I don't know how the anti-Helsinki/Berglund Sibelius got started, but don't believe it and compare for yourself.

No major issues with Lahti/Vanska, though his interps sometimes play havoc with dynamics. For instance, Symphony No. 3 is so bad that you swear there are periodic drop-outs. Compare Oslo/Jansons or Helsinki/Berglund. Cheers.:tiphat:


----------



## TwoFlutesOneTrumpet

Interesting fact from this video: Sibelius didn't speak perfect Finnish.

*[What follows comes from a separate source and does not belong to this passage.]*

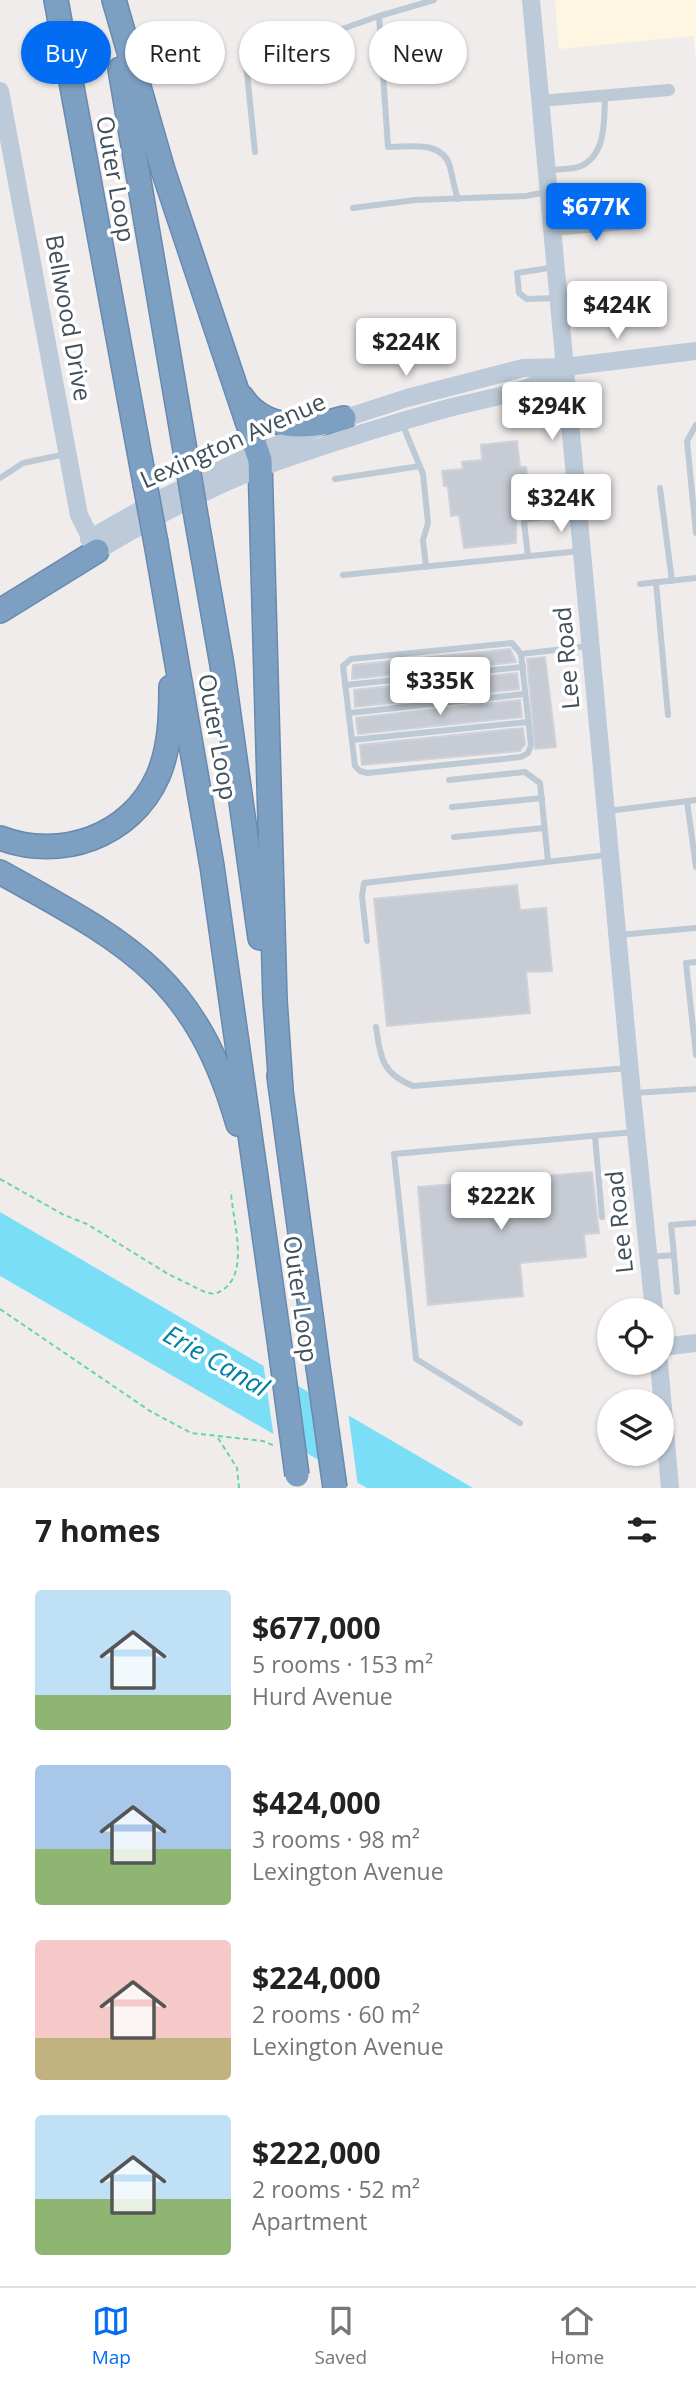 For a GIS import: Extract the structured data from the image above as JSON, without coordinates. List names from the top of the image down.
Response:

Also, he comes across as very reserved and doesn't really say anything (almost like listening to a politician talk) but still very interesting to hear his voice.


----------



## hpowders

Perhaps without the cigar, his mumbled Finnish would become the King's Finnish.


----------



## lluissineu

don't trust very much in Kings. Our last king spoke in a twangy way and you know George VI was not a good example (in speaking matters).


----------



## hpowders

lluissineu said:


> don't trust very much in Kings. Our last king spoke in a twangy way and you know George VI was not a good example (in speaking matters).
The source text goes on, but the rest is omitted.